In case you haven’t noticed, Scenario A is a proxy for the late-1980s home buyer, whereas Scenario B is a proxy for today’s home buyer.

It should be noted at the outset that while mortgage rates briefly hit 17% in 1989-90, they did not stay there for long. They have also never been as low as the 3.5% assumed above (see next chart).

ScreenHunter_15708 Oct. 26 19.27

Similarly, real mortgage rates were only 10% briefly throughout the late-1980s and early 1990s (see next chart).

ScreenHunter_15709 Oct. 26 19.30

Nevertheless, even in the extreme example above, the buyer in Scenario A only pays more in mortgage repayments for the first six years (see next chart).

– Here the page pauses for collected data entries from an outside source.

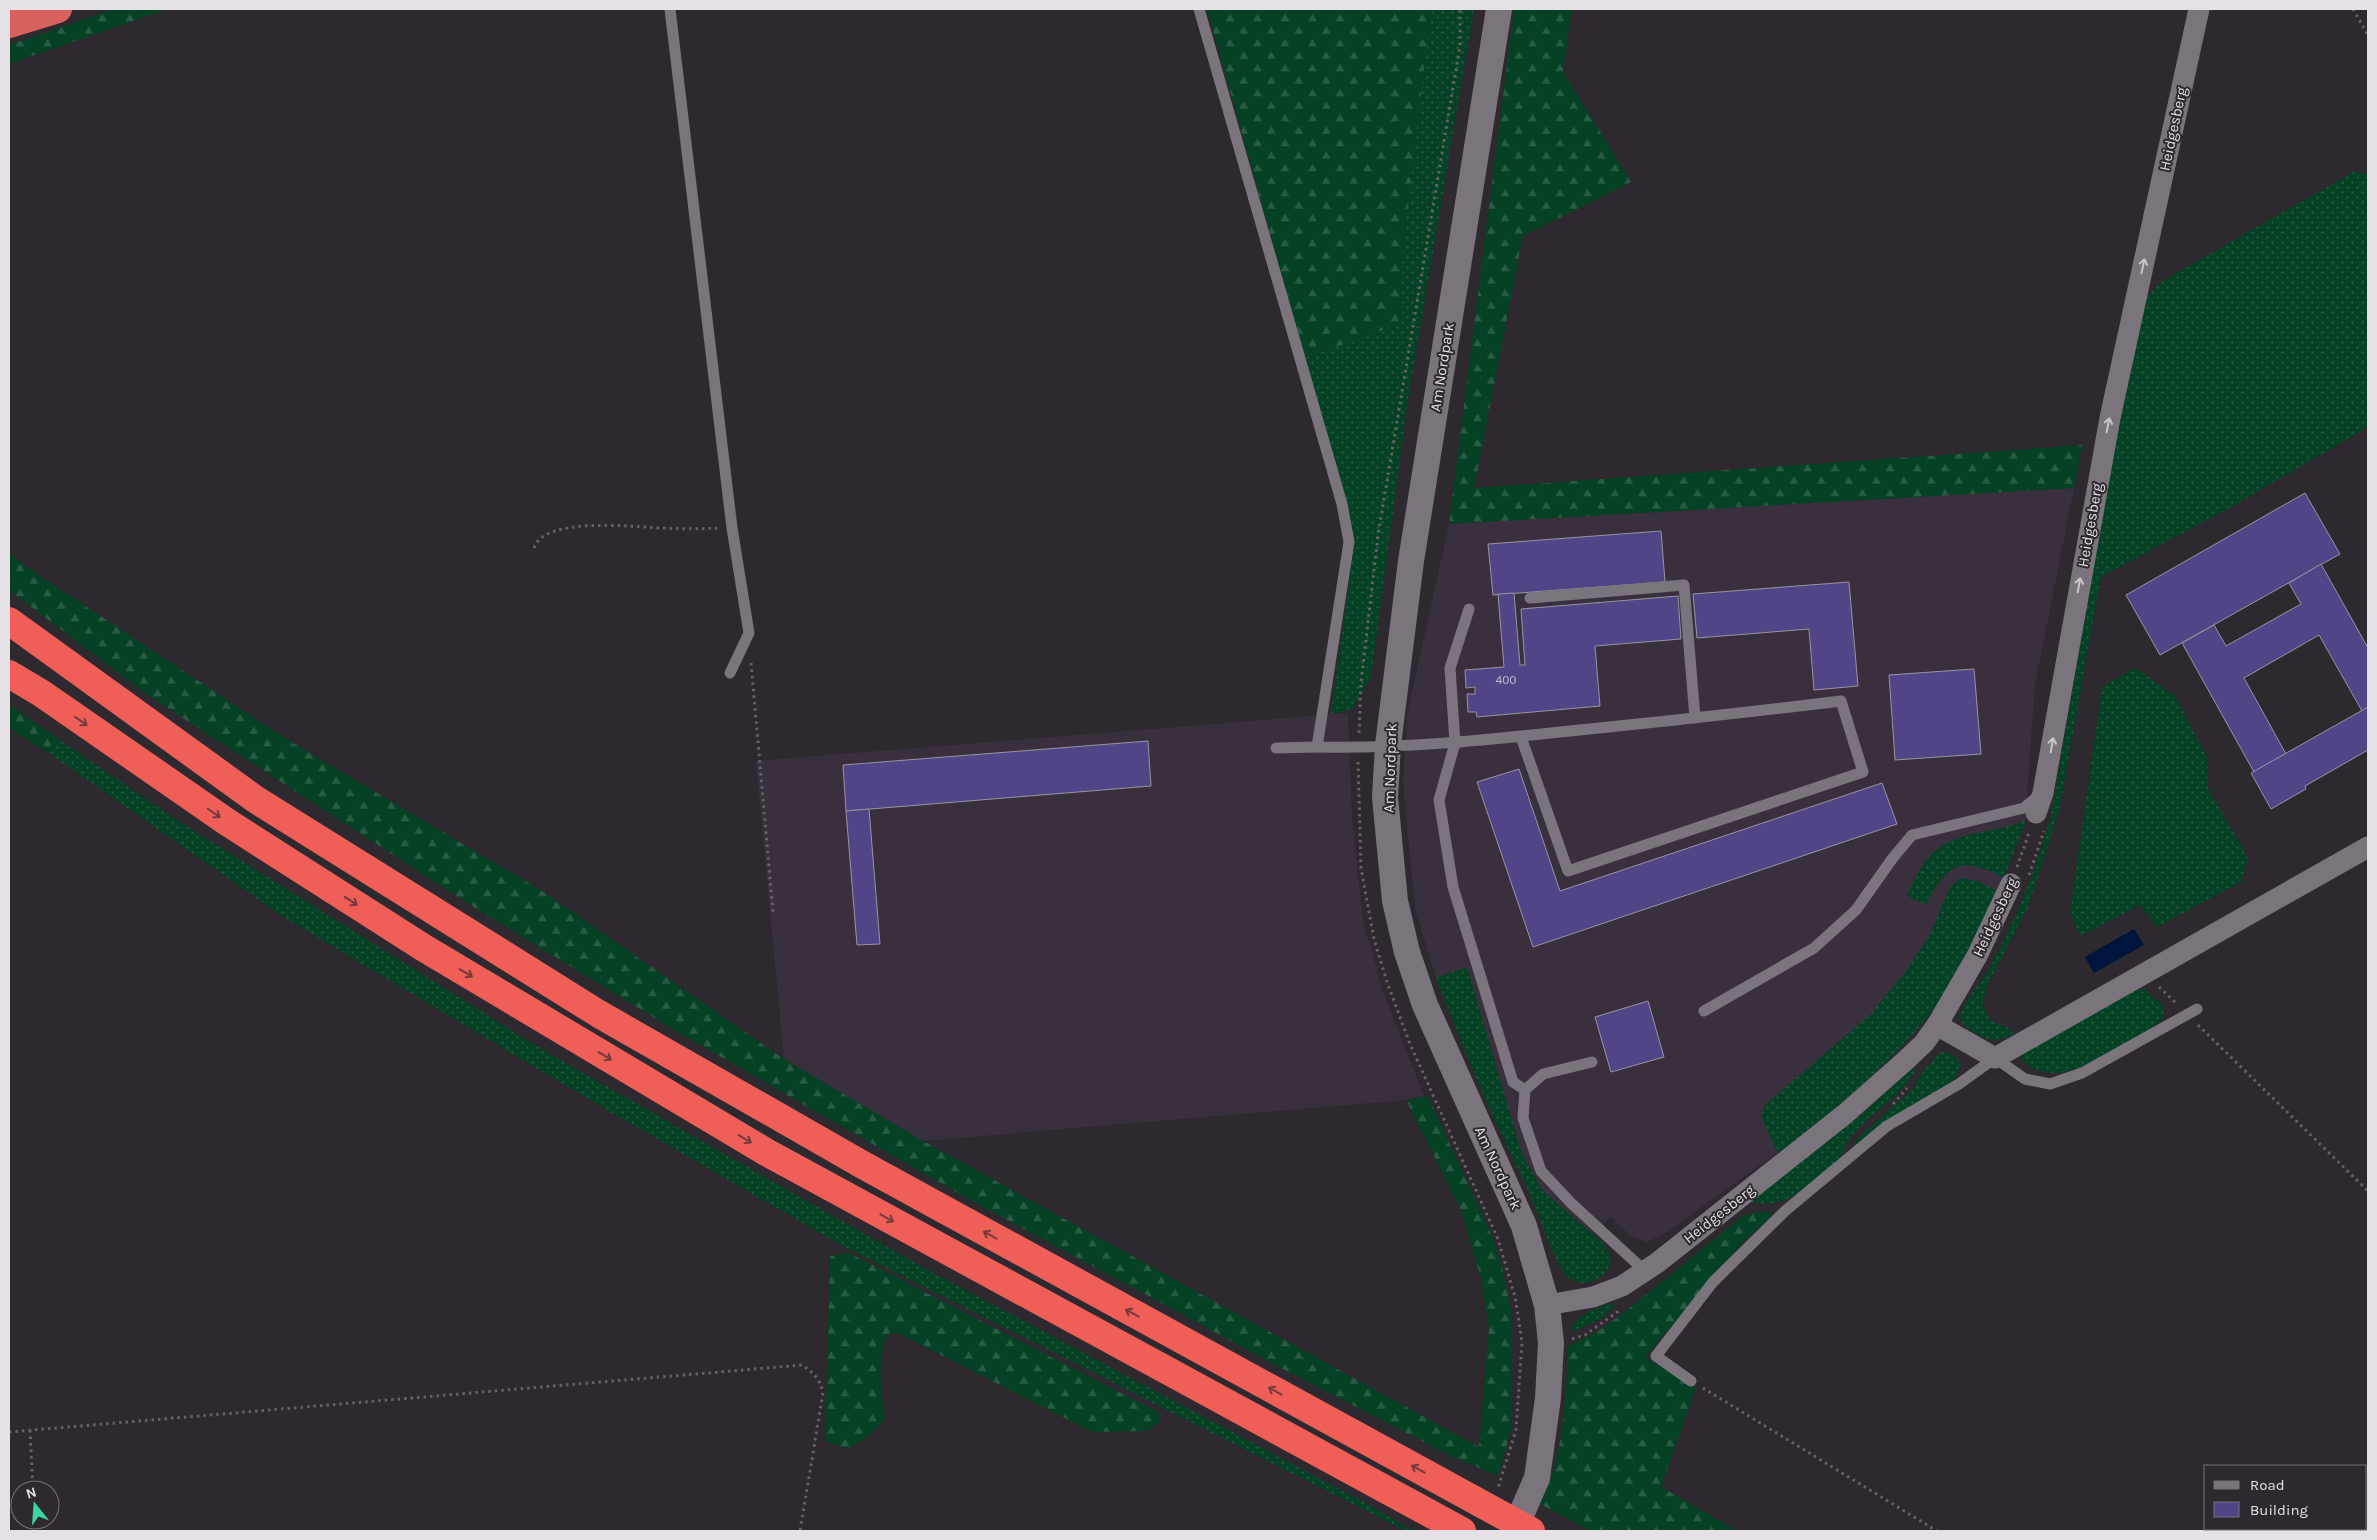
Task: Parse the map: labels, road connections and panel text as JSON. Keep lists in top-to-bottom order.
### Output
{
  "streets": {
    "street": ["Heidgesberg", "Am Nordpark"]
  },
  "crossings": [
    ["Heidgesberg", "Am Nordpark"]
  ],
  "one_way": ["Heidgesberg"],
  "house_numbers": ["400"],
  "legend": ["Road", "Building"],
  "north": "top"
}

ScreenHunter_15710 Oct. 26 19.42

Thanks to the wonders of high nominal inflation and wages growth (and even in the face of a 10% real mortgage rate), Buyer A’s mortgage debt is inflated away quickly such that their mortgage repayments are:

  • 28% of income after 10 years;
  • 20% of income after 15 years;
  • 14% of income after 20 years; and
  • 10% of income in the final year.

Buyer B is not nearly as lucky, since their repayment burden remains high in the face of low inflation and wages growth, even though they face a ridiculously low real mortgage rate of just 1.5%.  Buyer B’s mortgage repayments are:

  • 35% of income after 10 years;
  • 32% of income after 15 years;
  • 29% of income after 20 years; and
  • 26% of income in the final year.

Coincidentally, today’s home buyer also faces the worst mortgage repayment burden in recorded history. The below table compares the mortgage repayments facing a 2016 buyer of a median priced house against those of the median 1973, 1983, 1993, and 2003 buyer using actual historical data:

ScreenHunter_15714 Oct. 26 19.51

Note that I have used very generous assumptions for the 2016 buyer including a rebound in earnings growth from recent historical lows:

ScreenHunter_15715 Oct. 26 19.52

As well as assuming that mortgage rates crater at 3.5% next year and stay there for the entire life of the loan:

ScreenHunter_15716 Oct. 26 19.54

Even with these generous assumptions, today’s home buyer is facing a much more difficult loan repayment schedule than at any other time in living history due largely to the combination of high home prices, low inflation and low income growth:

ScreenHunter_15711 Oct. 26 19.44

For this reason, beyond all others, commonly used measures of housing affordability – which only consider the size of the initial mortgage repayment on a brand new loan at a particular point in time – should be junked. They massively understate the affordability pressures facing contemporary home buyers.